We needed to load data into RDS on the tail end of an ETL process. The L unfortunately, was standing for "Long" instead of "Load", and that client-driven window of time that we had to load things in was being eclipsed by the rapidly growing mass of data.
AWS gives us DataPipeline for this. It's billed as:
AWS Data Pipeline is a web service that helps you reliably process and move data between different AWS compute and storage services, as well as on-premise data sources, at specified intervals.
If you access your AWS console and find DataPipeline, you'll see a nice splash page on startup that lets you configure your flows; luckily, there's one template specifically tailored to moving things from S3 to RDS. Load S3 data into RDS MySQL table
Creating Your Pipeline
So, select that template, fill out all of the fields.
One specification, under "Schedule", select "Run on pipeline activation".
When you save everything you'll get dropped onto a graphical editor. If you're like me, here's where you probably scratching your head a bit. We're going to ditch this panel for now.
Configuration Part 1 : IAM User
Hop on over to Identity & Access Management (IAM) and create a user that'll use DataPipeline. I'm going to name mine data_pipeline_agent.

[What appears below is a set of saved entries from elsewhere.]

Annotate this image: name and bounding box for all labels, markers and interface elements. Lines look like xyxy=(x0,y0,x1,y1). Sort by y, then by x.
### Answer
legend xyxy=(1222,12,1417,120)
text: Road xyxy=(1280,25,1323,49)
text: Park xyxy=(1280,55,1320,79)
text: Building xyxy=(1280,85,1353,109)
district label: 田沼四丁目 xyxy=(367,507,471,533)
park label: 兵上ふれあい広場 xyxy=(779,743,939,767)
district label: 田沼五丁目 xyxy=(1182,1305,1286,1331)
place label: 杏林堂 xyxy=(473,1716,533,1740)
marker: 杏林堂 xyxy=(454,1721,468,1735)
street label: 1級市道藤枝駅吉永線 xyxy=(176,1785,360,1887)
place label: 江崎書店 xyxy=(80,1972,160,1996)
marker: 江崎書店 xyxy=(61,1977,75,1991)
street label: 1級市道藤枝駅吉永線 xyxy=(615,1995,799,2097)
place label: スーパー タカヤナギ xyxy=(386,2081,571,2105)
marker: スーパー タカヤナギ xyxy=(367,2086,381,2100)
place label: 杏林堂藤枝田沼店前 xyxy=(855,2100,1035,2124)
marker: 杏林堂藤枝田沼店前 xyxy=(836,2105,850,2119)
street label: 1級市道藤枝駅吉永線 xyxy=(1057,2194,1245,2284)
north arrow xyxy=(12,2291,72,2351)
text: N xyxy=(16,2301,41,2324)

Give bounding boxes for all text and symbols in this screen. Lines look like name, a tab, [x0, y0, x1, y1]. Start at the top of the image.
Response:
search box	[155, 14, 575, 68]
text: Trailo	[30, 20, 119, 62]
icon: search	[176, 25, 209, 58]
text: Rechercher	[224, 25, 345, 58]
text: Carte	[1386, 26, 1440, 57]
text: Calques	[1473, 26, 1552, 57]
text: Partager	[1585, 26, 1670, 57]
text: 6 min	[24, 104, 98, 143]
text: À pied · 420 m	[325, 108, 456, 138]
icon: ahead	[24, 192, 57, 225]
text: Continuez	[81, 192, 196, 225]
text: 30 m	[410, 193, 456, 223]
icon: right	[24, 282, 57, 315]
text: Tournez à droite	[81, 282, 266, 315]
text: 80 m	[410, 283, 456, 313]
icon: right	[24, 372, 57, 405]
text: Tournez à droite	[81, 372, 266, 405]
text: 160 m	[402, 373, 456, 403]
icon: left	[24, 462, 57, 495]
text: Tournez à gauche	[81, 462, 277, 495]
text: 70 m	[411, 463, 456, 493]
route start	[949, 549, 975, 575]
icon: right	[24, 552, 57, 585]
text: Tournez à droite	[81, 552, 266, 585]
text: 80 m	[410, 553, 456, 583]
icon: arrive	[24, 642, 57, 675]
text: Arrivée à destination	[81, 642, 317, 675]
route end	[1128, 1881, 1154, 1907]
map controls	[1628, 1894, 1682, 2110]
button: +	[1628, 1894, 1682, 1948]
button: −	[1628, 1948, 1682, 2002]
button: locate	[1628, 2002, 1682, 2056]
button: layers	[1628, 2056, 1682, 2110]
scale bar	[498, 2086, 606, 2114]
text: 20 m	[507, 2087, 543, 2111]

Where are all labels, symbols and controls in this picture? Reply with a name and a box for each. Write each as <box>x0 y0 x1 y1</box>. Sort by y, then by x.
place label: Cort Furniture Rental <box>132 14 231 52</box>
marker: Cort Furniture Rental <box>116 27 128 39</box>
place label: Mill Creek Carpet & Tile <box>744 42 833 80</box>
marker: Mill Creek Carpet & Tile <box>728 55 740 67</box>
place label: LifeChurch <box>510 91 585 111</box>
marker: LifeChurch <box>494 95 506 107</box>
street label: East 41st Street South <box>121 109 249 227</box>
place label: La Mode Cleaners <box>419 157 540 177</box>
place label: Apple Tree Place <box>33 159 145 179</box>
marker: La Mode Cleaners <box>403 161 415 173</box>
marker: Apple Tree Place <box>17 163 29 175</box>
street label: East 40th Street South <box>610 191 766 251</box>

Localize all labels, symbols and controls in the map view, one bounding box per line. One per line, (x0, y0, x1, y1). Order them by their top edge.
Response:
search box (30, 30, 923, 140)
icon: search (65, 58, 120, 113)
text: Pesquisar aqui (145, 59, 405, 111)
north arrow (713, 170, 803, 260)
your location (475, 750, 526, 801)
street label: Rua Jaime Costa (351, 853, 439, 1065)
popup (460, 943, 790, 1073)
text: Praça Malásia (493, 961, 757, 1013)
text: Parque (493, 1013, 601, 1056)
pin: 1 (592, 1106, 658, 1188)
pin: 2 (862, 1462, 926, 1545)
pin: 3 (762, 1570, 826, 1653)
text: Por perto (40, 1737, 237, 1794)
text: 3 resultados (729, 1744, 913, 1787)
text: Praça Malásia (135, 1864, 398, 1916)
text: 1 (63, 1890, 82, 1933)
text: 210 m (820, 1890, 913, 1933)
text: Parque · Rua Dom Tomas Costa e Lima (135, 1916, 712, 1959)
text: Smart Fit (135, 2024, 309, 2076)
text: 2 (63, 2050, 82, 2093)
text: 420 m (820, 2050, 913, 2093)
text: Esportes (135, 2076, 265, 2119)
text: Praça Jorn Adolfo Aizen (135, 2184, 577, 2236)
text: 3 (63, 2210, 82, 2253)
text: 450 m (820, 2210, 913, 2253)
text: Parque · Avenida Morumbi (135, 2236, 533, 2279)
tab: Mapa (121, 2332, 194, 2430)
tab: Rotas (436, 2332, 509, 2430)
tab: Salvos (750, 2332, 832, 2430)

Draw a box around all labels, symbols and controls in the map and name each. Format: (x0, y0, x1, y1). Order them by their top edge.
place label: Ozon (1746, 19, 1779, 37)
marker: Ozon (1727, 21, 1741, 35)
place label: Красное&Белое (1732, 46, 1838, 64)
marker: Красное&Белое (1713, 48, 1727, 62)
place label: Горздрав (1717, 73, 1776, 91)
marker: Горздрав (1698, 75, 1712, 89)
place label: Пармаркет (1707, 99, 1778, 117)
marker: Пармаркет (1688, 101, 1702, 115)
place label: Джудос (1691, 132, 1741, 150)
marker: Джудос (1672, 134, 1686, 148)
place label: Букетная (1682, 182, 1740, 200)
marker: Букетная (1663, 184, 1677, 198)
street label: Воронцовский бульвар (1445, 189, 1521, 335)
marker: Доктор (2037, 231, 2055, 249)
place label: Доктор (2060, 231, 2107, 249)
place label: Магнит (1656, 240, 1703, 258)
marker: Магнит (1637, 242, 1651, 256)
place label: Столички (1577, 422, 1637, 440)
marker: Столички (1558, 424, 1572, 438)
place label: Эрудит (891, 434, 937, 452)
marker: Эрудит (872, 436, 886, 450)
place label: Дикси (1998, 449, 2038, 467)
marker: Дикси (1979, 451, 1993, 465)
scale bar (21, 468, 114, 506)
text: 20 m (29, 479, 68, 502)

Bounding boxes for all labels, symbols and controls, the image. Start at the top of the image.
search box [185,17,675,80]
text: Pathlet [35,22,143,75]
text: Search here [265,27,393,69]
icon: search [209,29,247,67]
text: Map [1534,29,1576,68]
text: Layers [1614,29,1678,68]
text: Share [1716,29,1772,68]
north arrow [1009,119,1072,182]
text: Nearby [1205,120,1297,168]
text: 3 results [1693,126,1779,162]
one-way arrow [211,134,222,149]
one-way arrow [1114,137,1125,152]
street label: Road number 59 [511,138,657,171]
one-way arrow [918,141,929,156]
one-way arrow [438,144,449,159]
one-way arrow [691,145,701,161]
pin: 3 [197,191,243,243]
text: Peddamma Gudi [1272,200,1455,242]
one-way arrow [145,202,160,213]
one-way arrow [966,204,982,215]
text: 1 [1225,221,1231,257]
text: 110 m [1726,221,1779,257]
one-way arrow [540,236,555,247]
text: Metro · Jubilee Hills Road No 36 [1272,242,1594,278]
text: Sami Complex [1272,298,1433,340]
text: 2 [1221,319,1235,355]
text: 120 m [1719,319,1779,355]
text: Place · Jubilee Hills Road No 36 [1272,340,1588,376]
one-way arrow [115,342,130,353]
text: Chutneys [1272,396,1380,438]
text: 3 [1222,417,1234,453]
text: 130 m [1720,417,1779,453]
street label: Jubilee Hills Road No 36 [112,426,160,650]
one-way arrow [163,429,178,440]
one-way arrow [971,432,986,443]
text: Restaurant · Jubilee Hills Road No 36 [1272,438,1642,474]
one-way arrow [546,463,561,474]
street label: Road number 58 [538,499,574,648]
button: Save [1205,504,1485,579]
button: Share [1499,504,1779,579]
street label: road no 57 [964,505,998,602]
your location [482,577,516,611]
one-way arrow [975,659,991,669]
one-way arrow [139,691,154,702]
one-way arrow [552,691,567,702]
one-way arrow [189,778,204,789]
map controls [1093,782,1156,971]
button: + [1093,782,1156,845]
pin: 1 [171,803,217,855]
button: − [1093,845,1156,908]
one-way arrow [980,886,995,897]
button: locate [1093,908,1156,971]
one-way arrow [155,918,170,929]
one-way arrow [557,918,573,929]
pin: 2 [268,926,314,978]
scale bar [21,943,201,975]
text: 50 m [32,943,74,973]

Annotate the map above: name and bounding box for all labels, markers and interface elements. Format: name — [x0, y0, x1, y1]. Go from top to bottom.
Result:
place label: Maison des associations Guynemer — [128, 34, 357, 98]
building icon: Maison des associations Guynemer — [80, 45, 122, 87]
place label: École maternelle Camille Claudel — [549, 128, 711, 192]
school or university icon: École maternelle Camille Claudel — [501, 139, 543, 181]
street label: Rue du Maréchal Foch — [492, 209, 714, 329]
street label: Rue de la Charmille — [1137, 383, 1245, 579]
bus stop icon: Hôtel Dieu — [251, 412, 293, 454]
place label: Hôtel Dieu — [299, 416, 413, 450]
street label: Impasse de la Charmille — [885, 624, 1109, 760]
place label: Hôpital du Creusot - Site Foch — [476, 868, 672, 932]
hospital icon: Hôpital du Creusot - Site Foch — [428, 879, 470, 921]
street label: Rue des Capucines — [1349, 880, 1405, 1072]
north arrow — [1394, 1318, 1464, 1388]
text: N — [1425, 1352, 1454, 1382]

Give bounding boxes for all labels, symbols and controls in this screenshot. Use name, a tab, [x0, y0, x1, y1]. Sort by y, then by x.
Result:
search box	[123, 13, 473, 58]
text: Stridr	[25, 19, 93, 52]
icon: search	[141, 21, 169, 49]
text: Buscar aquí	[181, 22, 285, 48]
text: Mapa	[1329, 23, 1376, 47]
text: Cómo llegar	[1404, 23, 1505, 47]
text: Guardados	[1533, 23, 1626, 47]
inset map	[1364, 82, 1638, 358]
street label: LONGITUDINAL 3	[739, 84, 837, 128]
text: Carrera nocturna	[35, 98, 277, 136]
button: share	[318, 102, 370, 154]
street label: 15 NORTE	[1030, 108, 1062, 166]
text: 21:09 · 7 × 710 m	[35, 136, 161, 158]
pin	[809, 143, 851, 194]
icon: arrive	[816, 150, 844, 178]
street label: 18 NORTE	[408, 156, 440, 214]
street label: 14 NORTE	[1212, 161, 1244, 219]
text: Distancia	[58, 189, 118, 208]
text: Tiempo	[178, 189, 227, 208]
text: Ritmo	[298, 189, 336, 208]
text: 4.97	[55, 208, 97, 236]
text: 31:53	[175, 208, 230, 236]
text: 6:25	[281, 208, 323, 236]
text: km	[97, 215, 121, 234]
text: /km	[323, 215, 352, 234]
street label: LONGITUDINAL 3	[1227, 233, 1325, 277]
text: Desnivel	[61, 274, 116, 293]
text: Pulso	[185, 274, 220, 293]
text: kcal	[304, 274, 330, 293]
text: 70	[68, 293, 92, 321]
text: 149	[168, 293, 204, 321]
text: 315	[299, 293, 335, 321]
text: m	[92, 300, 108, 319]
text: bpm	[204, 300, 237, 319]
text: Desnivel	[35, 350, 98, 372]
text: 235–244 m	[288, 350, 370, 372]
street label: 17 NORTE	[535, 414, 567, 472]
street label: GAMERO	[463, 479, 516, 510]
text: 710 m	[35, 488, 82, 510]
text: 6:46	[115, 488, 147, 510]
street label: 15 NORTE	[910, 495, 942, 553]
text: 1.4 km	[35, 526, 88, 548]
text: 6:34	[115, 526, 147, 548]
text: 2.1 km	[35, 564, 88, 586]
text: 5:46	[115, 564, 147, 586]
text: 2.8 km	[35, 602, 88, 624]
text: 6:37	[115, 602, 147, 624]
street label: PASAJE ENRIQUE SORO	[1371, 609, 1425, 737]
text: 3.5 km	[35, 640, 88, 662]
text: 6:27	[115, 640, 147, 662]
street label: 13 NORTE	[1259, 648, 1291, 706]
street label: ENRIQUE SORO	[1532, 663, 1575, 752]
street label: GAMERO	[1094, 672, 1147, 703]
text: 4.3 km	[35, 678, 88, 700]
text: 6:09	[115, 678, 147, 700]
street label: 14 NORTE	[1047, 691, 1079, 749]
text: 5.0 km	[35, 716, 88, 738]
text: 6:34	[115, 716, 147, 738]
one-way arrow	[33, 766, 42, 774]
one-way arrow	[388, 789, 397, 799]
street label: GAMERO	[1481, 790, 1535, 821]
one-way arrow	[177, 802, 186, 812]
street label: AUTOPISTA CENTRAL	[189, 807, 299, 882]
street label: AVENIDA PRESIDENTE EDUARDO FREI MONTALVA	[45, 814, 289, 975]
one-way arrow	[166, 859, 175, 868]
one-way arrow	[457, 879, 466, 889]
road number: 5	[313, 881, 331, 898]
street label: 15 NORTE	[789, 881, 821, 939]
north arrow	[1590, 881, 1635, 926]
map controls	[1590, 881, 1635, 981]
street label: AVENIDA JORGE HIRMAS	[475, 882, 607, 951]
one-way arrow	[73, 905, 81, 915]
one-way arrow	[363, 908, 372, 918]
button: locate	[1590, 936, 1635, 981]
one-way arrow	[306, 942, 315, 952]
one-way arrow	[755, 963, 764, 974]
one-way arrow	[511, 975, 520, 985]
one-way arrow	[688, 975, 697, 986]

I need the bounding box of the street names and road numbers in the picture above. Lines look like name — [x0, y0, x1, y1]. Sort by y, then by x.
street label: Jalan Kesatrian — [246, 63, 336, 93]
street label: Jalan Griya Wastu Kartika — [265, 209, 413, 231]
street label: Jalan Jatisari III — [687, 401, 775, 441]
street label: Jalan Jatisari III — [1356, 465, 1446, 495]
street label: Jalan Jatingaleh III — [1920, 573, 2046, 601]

After the user is created (and you've logged its Key and Secret somewhere), associate the DataPipeline-created roles to it:
- Click your user in the Users list.
- Click on the Permissions tab
- Click the Attach Policy button
- Separately, attach AWSDataPipelineRole and AmazonEC2RoleforDataPipelineRole
- Attach a third policy to let the user upload to S3 (you have one?)*
*If you haven't created an S3 policy alread, you can create one based on the example below and attach it to your user. YMMV.
{
"Version": "2012-10-17",
"Statement": [
{
"Sid": "Stmt1448918570000",
"Effect": "Allow",
"Action": [
"s3:GetBucketAcl",
"s3:GetBucketCORS",
"s3:GetObject",
"s3:GetObjectAcl",
"s3:GetObjectVersion",
"s3:GetObjectVersionAcl",
"s3:GetObjectVersionTorrent",
"s3:ListBucket",
"s3:PutObject",
"s3:PutObjectAcl",
"s3:DeleteObject",
"s3:DeleteObjectVersion"
],
"Resource": [
"arn:aws:s3:::YOUR-BUCKET-NAME/*"
]
},
{
"Sid": "Stmt1448918570001",
"Effect": "Allow",
"Action": [
"s3:GetBucketAcl",
"s3:GetBucketCORS",
"s3:GetObject",
"s3:GetObjectAcl",
"s3:GetObjectVersion",
"s3:GetObjectVersionAcl",
"s3:GetObjectVersionTorrent",
"s3:ListBucket"
],
"Resource": [
"arn:aws:s3:::YOUR-BUCKET-NAME"
]
}
]
}
Configuration Part 2 : PHP Project
Shell into your project folder, and issue composer init to get your composer file set up. If you haven't installed composer, you can Google composer quick-starts ad nauseam.
Next issue: composer require aws/aws-sdk-php
That'll install all of the AWS goodies that you need.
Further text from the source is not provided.